> [Your task]
Each record must be copied in full and unchanged; any image it holds is excluded.

##### Listed entries

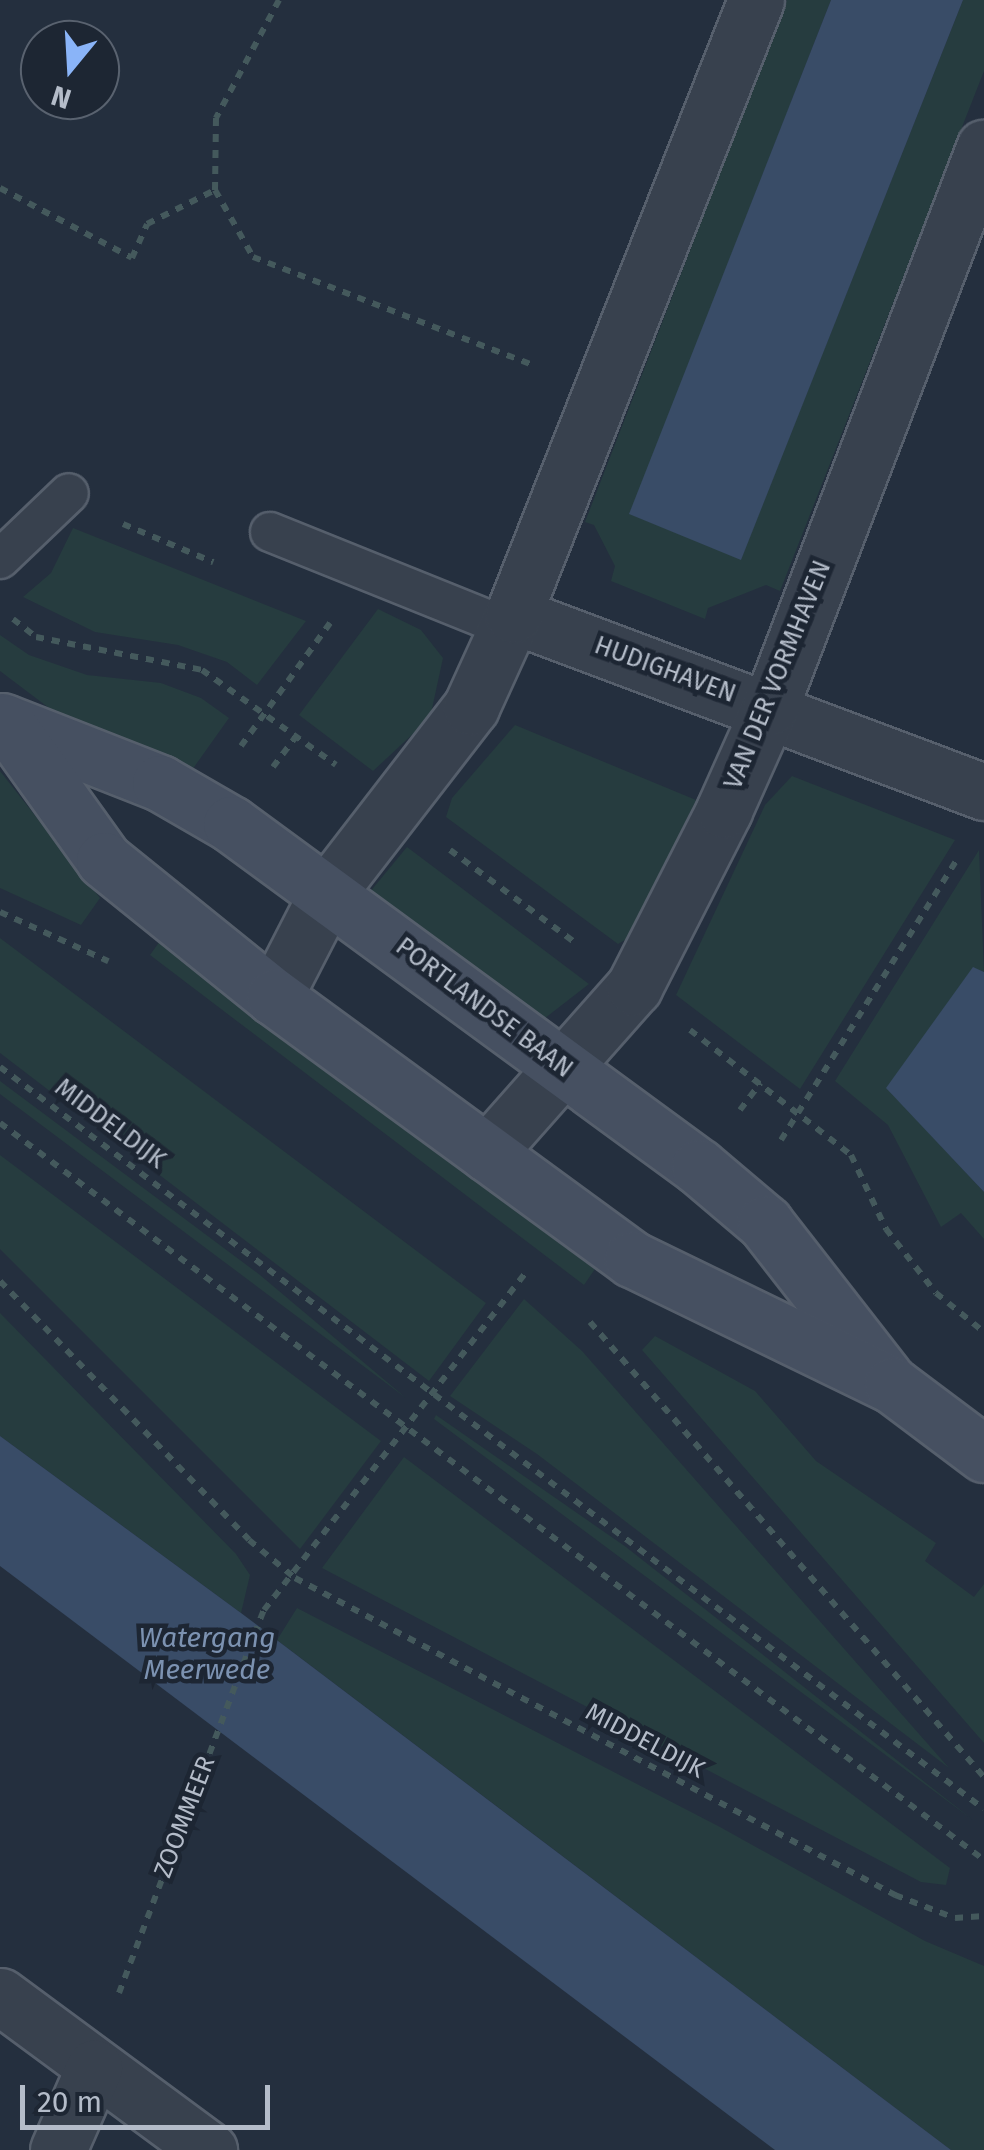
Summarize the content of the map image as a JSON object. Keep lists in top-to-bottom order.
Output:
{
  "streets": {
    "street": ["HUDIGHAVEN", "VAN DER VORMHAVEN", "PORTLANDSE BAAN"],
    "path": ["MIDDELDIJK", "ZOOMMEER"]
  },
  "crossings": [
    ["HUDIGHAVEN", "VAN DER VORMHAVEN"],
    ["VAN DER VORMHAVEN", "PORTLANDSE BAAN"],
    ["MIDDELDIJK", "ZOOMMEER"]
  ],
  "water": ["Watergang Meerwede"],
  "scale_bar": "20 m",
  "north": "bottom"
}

##########

> [Exercise response]
Summarize the content of the map image as a JSON object. Keep lists in top-to-bottom order.
Output:
{
  "streets": {
    "street": ["HUDIGHAVEN", "VAN DER VORMHAVEN", "PORTLANDSE BAAN"],
    "path": ["MIDDELDIJK", "ZOOMMEER"]
  },
  "crossings": [
    ["HUDIGHAVEN", "VAN DER VORMHAVEN"],
    ["VAN DER VORMHAVEN", "PORTLANDSE BAAN"],
    ["MIDDELDIJK", "ZOOMMEER"]
  ],
  "water": ["Watergang Meerwede"],
  "scale_bar": "20 m",
  "north": "bottom"
}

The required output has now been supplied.